As such, he, and others like him in positions of power, make Islam up as they go along, often quote weak or fabricated ahadith (prophetic traditions) in their sermons, re-interpret verses as they see fit, and make things unduly difficult for many members of the ummah (Muslim community), including those most vulnerable; women, children, victims of abuse, and those who qualify for zakat (charity).
As a victim-of-domestic-abuse-turned advocate I’ve spent thousands of hours counseling women suddenly thrust out of their homes and forced back into their masjids (mosques) and communities seeking assistance and support, both financial and spiritual.

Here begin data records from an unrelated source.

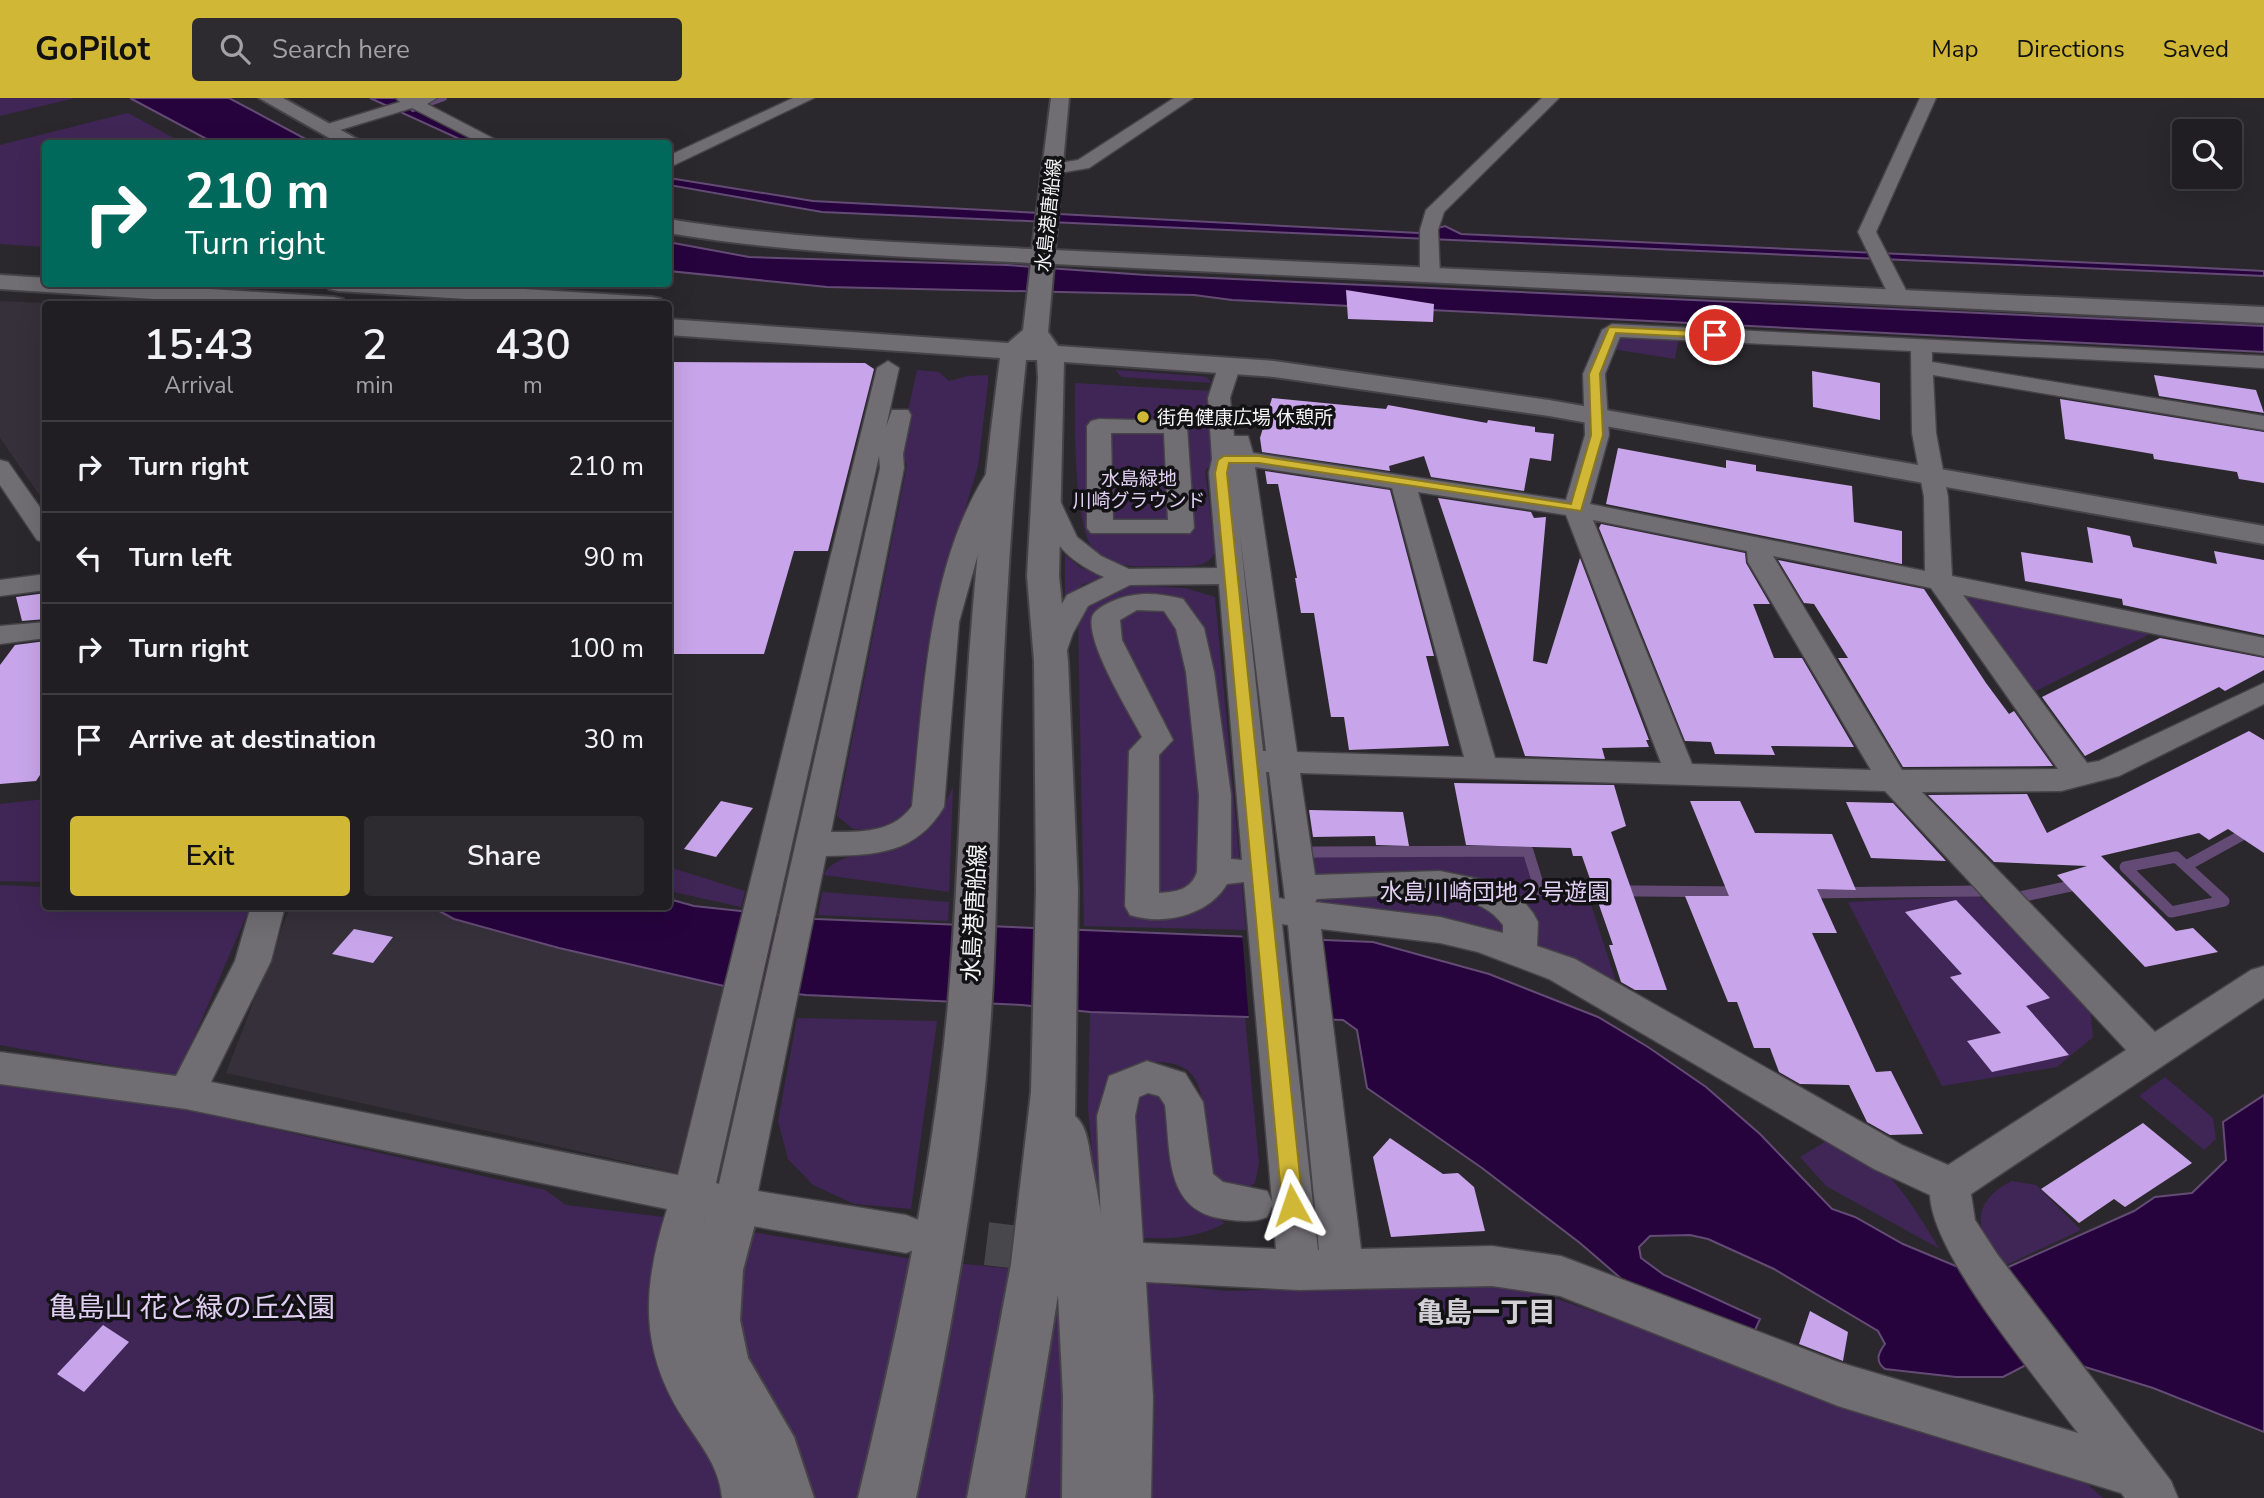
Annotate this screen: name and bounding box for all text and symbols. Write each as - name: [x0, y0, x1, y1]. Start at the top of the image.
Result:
- search box: [192, 18, 682, 81]
- text: GoPilot: [35, 27, 150, 72]
- icon: search: [216, 30, 254, 68]
- text: Search here: [272, 32, 410, 67]
- text: Map: [1931, 33, 1978, 65]
- text: Directions: [2016, 33, 2125, 65]
- text: Saved: [2163, 33, 2229, 65]
- map controls: [2172, 119, 2242, 189]
- button: search: [2172, 119, 2242, 189]
- street label: 水島港唐船線: [1030, 157, 1068, 273]
- text: 210 m: [185, 158, 329, 225]
- icon: right: [70, 168, 161, 259]
- text: Turn right: [185, 222, 325, 265]
- pin: [1685, 305, 1745, 365]
- icon: arrive: [1696, 316, 1734, 354]
- text: 15:43: [143, 317, 254, 374]
- text: 2: [362, 317, 387, 374]
- text: 430: [495, 317, 571, 374]
- text: Arrival: [164, 370, 233, 401]
- text: min: [356, 370, 394, 401]
- text: m: [523, 370, 543, 401]
- place label: 街角健康広場 休憩所: [1157, 405, 1333, 431]
- marker: 街角健康広場 休憩所: [1135, 409, 1151, 425]
- icon: right: [70, 448, 108, 486]
- text: Turn right: [129, 449, 248, 484]
- text: 210 m: [568, 449, 644, 484]
- park label: 水島緑地 川崎グラウンド: [1072, 466, 1206, 514]
- icon: left: [70, 539, 108, 577]
- text: Turn left: [129, 540, 232, 575]
- text: 90 m: [584, 540, 644, 575]
- icon: right: [70, 630, 108, 668]
- text: Turn right: [129, 631, 248, 666]
- text: 100 m: [568, 631, 644, 666]
- icon: arrive: [70, 721, 108, 759]
- text: Arrive at destination: [129, 722, 376, 757]
- text: 30 m: [584, 722, 644, 757]
- button: Exit: [70, 816, 350, 896]
- button: Share: [364, 816, 644, 896]
- street label: 水島港唐船線: [955, 843, 994, 983]
- park label: 水島川崎団地２号遊園: [1380, 877, 1610, 908]
- position arrow: [1255, 1168, 1329, 1242]
- park label: 亀島山 花と緑の丘公園: [48, 1289, 336, 1327]
- district label: 亀島一丁目: [1416, 1294, 1556, 1332]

I’ve been homeless myself, lived in domestic violence shelters, and worked in-person, and remotely, with dozens of women to get them the help they need and deserve from an Islamic standpoint.
I moderate an online forum with over 140 members made up of women in various stages of learning about abuse and leaving their abusers. I’ve also participated in a strategic planning session for a Family Justice Center in Sacramento, CA.
From these experiences I am in a unique position to discuss what I see as a few of the problems women, and especially victims of domestic abuse, face on a daily basis in all different parts of the world. This is not an isolated problem and I would argue that it is even more of a problem in western countries as those so-called Muslims tend to be less educated in their religion in general and try to blend secular norms with Islamic laws and end up failing at both.
What follows are a few examples of things I have faced in the past:
Access to Zakat – Uneducated gate-keepers make it hard or even impossible for single mothers to access zakat (charity)– often putting insurmountable hoops in front of them to jump through.
This was not the example of Prophet Muhammad or any of the sahabah (the prophet’s companions) – they saw giving as their responsibility and a heavy one at that. They never would have made a homeless, poor, or starving sister suffer for literally months while she filled out booklets of application packets, forms, gathered letters from others, and provided photocopies of bank statements and government agencies *proving* her expressed need, etc.
It’s physically difficult for many poor people to accomplish the tasks *required* which may need multiple days-worth of trips to multiple agencies to acquire certified copies of the paperwork – even AFTER providing all the *same* details in a signed and testified multi-page in-depth application packet. Some of the women I’ve worked with did not have even the money needed for public transport – forget having their own car or paying gas money or for a cab to get around and accomplish such errands!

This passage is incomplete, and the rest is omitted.